I drive through town, a mum slipping away between taxi duties. Our little streets, never hot spots of night time excitement, feel a little restful again. The man with his camera by our feature rock (don't you have a feature rock in your small town? You should) has the tripod packed up and slung over his shoulder, ready to leave. I am, as you know, one of the lucky ones. My friends, neighbours and menfolk are all above ground and alive. The guilty living clamber to do something and I remind myself that my opportunities to help, to 'do' something, will come over the months and years, long after the media has gone, but before it recedes enough to become the stuff of school social studies projects, like Brunner and the Wahine.

At the Blackball Museum of Working Class History we will find a way to make a permanent tribute. In 2009 on May Day a CTU representative gave a speech on workplace safety and the idea of a wall of tribute to those who lost their lives in workplace accidents was mooted.

I have a new blog on my sidebar: Found Stitched and Dyed: a whirled-wide sewing circle for gatherers, menders, dyers and dreamers. I find the posts quite moving, as they relate fabric histories and human histories in their many layers. There is so much there which is very quotable and I highly recommend a read through even if fabric is not your passion. Here is a sample:
I’ve acquired a deep respect for the way cloth behaves. It breaks down, wears out and is then repaired and reconstructed. These sensibilities resonate for me: Cloth is very powerful when it retains traces of its previous life, gathers history and becomes something new. (from this post)
As I think of fabric as both reality and metaphor, I also think of our community here on the West Coast, wounded irrevocably, but also able to bind together to darn the rent.

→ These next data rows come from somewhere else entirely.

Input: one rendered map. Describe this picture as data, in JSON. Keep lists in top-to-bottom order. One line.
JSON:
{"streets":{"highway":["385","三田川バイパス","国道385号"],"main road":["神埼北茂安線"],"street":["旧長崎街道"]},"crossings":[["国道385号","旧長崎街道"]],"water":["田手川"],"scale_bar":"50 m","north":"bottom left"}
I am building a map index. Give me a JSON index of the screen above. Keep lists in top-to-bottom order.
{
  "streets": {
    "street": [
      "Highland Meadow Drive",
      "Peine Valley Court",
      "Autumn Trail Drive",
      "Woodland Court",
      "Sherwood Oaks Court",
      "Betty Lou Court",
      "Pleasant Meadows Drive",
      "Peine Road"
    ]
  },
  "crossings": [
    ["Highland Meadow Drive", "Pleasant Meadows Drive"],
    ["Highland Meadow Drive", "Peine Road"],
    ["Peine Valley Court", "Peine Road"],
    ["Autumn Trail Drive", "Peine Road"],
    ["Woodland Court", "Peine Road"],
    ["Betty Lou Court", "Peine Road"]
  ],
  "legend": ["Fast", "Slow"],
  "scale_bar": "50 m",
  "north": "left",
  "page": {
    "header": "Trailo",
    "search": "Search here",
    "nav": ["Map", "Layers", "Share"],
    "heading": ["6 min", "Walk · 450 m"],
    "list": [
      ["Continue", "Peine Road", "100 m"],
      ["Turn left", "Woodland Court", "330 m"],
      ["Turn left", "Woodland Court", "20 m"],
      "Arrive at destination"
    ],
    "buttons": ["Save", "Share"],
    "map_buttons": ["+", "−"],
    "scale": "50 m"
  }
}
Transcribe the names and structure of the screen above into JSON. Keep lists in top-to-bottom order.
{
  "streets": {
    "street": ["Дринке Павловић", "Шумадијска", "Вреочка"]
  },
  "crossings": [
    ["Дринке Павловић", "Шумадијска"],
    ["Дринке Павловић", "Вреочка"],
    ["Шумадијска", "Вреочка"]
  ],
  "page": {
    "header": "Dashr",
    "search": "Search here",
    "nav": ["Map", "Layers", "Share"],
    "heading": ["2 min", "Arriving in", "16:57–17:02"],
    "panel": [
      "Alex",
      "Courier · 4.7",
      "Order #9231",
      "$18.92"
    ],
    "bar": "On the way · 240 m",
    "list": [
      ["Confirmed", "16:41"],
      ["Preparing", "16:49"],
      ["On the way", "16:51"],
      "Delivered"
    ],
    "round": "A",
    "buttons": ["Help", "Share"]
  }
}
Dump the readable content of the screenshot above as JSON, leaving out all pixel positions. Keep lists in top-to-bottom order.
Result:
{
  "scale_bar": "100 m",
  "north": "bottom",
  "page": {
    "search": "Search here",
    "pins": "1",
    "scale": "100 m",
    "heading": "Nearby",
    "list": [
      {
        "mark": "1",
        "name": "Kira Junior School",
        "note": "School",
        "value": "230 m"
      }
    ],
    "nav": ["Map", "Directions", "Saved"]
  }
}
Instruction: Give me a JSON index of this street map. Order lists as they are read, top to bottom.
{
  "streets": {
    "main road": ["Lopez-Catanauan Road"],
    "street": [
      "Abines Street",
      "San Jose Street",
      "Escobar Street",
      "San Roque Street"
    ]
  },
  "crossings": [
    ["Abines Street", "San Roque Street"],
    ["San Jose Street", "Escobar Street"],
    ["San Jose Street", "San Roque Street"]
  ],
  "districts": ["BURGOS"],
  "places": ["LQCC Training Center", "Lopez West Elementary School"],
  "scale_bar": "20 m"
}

There seems to be something healing about making fabric into clothes at this time, a faint sense of creation as a palliative to death. I got the blue dress to the stage where I could
try it on yesterday. It is at least a size too big almost everywhere and also the volume of serviceable blue reminds me of a nun's habit so that can go aside for future dress ups or school plays. Now I am making a nightshirt. I cut the fabric, an old sheet handed down from my Mum, last year, using a pattern from Mum's extensive pattern stash. I am about a third of the way through getting that to wearability.